I will admit I am a marketer's dream. If there is a new product, movie, event, etc....I want to check it out. I have this insatiable need to be running with the pack. As my 3rd official Mom's Day drew closer and I thought about what I wanted to do to celebrate, I realized I was doing the same thing with the event of Mother's Day. I was falling prey to the hype and Madison Avenue expectation of Mother's Day. In years past, I would mandate a beautiful brunch with a well coiffed family and a special day in DC. Why...because it is what folks do on Mother's Day...right??

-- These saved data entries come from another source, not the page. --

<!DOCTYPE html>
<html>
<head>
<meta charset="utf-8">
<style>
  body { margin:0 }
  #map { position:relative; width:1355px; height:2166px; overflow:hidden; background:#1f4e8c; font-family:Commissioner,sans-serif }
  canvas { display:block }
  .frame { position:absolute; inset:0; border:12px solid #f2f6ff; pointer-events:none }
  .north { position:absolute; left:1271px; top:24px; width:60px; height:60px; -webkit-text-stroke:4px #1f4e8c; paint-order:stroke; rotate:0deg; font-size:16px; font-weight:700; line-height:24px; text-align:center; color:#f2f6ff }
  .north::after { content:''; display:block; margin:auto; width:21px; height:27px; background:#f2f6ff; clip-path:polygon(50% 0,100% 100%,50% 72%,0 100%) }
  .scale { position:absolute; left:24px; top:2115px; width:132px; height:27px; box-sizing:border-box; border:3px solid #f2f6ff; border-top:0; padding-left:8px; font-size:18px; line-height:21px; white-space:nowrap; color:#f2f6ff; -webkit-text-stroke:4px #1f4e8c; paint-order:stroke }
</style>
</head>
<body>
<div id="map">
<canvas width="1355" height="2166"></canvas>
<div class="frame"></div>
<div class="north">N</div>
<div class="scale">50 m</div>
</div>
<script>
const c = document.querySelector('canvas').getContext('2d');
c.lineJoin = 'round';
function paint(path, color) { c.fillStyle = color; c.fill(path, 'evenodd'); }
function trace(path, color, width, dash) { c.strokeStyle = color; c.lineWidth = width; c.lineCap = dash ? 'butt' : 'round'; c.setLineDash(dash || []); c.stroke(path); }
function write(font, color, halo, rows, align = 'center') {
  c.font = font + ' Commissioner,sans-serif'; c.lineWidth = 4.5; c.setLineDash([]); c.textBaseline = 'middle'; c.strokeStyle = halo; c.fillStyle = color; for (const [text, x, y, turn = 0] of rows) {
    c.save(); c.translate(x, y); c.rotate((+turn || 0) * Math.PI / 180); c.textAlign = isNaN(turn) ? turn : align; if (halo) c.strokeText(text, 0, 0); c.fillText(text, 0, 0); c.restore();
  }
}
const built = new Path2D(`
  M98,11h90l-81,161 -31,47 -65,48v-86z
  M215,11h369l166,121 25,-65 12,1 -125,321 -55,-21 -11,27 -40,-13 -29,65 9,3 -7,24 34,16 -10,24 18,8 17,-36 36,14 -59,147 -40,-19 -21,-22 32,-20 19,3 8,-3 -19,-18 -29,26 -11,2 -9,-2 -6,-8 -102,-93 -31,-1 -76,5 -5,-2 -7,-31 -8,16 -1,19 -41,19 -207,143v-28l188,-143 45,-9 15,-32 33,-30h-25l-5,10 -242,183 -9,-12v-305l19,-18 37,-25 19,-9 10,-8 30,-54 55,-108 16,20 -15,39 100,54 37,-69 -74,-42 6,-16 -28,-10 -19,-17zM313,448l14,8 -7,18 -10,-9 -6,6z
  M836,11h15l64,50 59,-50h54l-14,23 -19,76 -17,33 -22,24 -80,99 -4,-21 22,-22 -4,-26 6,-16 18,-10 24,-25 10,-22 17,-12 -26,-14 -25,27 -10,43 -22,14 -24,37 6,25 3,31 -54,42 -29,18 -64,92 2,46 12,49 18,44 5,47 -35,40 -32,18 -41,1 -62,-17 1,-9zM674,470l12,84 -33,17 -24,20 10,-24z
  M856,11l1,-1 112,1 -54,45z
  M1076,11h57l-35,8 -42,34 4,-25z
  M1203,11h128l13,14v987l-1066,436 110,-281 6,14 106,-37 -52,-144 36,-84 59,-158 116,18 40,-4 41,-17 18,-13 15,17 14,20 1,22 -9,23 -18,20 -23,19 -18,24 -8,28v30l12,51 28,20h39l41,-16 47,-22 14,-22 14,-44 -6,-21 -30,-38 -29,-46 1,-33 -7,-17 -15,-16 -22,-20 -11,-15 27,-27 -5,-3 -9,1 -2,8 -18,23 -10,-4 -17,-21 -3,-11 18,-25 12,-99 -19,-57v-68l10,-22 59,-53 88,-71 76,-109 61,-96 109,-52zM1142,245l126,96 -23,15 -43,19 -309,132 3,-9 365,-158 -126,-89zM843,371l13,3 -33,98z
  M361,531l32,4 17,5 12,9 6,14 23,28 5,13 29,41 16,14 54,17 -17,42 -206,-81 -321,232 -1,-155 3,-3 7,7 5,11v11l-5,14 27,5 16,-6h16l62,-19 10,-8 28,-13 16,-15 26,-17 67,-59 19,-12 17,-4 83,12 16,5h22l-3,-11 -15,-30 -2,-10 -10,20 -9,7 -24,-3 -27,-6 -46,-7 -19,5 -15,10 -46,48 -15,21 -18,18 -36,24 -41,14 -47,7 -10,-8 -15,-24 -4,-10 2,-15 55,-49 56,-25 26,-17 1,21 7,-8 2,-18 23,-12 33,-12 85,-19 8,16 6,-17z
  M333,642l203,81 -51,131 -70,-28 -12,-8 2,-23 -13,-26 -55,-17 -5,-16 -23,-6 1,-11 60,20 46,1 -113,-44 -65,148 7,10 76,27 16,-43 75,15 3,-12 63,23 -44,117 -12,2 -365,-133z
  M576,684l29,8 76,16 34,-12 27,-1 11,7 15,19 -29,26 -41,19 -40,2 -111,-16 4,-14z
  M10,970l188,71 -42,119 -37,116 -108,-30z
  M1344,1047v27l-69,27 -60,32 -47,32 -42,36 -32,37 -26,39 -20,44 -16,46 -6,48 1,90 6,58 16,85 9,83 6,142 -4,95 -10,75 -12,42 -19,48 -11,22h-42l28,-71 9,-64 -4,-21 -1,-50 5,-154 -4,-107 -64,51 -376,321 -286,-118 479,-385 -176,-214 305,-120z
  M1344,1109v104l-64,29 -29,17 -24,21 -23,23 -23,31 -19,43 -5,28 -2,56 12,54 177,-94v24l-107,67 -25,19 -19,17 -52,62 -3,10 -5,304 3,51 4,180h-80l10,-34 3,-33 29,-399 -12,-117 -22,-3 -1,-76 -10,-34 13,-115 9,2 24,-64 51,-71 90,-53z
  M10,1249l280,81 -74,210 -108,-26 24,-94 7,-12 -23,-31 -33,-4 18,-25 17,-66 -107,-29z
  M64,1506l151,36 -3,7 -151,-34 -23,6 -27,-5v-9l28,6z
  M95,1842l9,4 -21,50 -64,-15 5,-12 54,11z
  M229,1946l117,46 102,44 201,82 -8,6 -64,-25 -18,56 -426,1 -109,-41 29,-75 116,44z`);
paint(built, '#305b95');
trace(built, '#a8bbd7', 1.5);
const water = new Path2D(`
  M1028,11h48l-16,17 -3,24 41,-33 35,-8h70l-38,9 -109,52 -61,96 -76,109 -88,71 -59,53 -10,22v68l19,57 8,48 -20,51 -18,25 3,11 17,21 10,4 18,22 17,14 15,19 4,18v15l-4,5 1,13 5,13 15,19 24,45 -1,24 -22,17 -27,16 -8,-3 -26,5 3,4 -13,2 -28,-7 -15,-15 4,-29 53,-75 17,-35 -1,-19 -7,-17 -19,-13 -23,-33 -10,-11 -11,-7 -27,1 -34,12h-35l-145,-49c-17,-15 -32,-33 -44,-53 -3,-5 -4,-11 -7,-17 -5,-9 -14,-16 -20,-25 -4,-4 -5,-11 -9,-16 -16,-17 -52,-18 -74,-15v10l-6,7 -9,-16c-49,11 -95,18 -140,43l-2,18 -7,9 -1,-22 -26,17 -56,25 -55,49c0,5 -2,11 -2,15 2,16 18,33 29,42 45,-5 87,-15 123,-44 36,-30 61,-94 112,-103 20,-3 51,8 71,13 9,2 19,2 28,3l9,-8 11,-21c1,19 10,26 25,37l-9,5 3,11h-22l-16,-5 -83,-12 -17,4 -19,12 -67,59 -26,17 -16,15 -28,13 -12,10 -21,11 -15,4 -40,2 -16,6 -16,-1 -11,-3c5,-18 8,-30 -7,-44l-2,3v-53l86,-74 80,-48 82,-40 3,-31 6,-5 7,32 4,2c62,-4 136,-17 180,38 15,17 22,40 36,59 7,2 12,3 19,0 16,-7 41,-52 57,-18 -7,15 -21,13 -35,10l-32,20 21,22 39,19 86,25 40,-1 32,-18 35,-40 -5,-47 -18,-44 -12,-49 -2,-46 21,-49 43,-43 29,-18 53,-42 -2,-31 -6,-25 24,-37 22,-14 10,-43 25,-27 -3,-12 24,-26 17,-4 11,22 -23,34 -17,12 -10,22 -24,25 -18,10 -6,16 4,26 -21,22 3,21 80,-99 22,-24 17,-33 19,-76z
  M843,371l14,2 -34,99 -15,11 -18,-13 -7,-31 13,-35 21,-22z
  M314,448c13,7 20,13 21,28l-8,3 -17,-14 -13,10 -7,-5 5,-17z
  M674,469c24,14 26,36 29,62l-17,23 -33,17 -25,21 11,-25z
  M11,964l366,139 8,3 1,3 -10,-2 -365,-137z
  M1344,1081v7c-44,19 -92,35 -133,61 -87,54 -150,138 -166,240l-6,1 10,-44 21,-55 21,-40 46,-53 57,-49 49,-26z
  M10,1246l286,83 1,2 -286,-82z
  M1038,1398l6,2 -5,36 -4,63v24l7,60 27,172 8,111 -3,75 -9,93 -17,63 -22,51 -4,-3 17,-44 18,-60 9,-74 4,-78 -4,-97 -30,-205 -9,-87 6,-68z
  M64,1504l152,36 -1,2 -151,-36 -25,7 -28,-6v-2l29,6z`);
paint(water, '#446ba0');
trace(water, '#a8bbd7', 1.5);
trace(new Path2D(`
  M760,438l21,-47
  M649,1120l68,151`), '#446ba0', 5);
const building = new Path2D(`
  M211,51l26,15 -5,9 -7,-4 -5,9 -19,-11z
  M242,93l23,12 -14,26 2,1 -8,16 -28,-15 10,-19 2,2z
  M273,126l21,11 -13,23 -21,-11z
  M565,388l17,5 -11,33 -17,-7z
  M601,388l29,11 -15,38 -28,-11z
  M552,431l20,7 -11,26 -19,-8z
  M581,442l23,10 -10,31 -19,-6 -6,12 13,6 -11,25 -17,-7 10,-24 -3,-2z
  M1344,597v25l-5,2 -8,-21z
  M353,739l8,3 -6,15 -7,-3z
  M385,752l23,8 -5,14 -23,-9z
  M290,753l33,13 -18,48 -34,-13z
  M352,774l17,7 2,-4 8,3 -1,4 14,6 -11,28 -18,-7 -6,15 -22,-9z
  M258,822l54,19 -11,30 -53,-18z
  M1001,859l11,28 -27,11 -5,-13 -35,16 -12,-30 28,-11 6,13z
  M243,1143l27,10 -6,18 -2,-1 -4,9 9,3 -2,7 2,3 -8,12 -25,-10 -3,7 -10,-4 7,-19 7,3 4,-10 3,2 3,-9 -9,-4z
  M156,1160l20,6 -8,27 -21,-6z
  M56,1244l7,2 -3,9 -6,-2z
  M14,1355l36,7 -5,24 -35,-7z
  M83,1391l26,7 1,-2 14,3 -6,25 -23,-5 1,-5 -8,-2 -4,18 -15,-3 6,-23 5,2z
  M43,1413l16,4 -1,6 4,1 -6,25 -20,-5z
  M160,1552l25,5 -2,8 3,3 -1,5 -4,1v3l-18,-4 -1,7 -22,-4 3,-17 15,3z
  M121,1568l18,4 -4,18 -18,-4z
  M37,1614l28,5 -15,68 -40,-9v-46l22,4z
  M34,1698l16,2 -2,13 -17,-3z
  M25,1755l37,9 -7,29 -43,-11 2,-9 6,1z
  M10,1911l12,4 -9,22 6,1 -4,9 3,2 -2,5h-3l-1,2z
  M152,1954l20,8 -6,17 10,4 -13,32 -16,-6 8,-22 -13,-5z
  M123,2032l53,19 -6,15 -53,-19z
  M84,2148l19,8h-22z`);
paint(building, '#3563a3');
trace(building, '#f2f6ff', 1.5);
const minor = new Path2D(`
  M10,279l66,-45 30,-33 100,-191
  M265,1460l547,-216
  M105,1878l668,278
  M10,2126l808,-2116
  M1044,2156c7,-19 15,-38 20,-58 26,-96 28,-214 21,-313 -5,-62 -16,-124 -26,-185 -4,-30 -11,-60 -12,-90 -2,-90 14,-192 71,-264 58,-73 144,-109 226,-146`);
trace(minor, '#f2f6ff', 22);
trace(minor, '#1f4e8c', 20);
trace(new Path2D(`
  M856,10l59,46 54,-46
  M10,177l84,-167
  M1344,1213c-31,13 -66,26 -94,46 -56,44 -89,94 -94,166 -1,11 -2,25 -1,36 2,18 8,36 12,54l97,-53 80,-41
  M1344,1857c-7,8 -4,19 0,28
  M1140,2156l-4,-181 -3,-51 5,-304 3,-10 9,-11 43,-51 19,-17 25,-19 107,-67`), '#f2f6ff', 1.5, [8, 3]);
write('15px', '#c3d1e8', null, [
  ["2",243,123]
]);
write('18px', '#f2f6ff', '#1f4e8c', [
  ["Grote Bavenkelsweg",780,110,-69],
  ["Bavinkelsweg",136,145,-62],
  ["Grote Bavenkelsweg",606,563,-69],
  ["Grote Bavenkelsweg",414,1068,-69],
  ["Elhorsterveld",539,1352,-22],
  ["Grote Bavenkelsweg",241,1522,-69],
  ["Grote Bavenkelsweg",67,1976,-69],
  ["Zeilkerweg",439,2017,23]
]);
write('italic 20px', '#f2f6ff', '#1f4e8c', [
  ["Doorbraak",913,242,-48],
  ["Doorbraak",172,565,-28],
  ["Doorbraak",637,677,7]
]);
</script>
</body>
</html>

Well I have come to realize that my daughter appears to like dining with us even less than we enjoy the experience with her. Don't get me wrong, I love my daughter. She is a high energy bundle of joy who NEVER wants to sit down. It is not her gig. If she is in a new environment she MUST check out every nook and cranny of a house, restaurant, park, etc. It makes playdates virtually impossible as she will never sit still and is typically discovering someone's upstairs faucet after 30 minutes at a playdate. I have come to expect this behavior and have planned around it.
Gia thrives in an open environment where she can run and explore. I often feel the same. I have never been one to shop with people. I like my own schedule. I hate making fixed plans with other couples. There is no wiggle room if you are early or late. So I guess I shouldn't be shocked to see my own hyperactivity and restless spirit in my child. With this in mind, this Mother's Day I picked an event that would create harmony for the whole family. My little one got to stay home with her father that she adores! She watched her favorite shows and played for hours on a rainy Sunday. As for me, I enjoyed 3 hours rooming the mall. I gave myself carte blanche to linger in Restoration Hardware, fend off Gymboree and shop without a frustrated toddler. It was the first time I have done so, guilt-free, in almost 3 years. I loved every minute of it. I also felt the pain of the mother in the adjacent fitting room, who told her 4 year old to return to her father because "You are making mommy nervous". She wasn't enjoying her shopping trip and it ended abruptly 5 minutes later, without a purchase.
My long winded point is this...maybe we owe it to ourselves and our kids to break the mold and the stereotype of society's accepted behavior and go with what works for us and our family. I have learned this lesson the hard way. I have a full list! Failed attempts at toddler ballet, acquiescing to other people's schedules that in no way helped me or my child, disjointed playdates that left my daughter irritated, listening to unsolicited parenting advice that in no way jived with my daughter's personality and countless other tales of woe...
At the end of the day and to borrow an overused line from every season of "The Bachelor", we really do need to be "True to ourselves". It is not always easy, but I have found in my 37 years that the more you try to win a popularity contest with society the greater the chance of failure! Impress yourself and your family first, it makes life a lot easier and a heck of a lot more pleasant. Happy belated Mother's Day.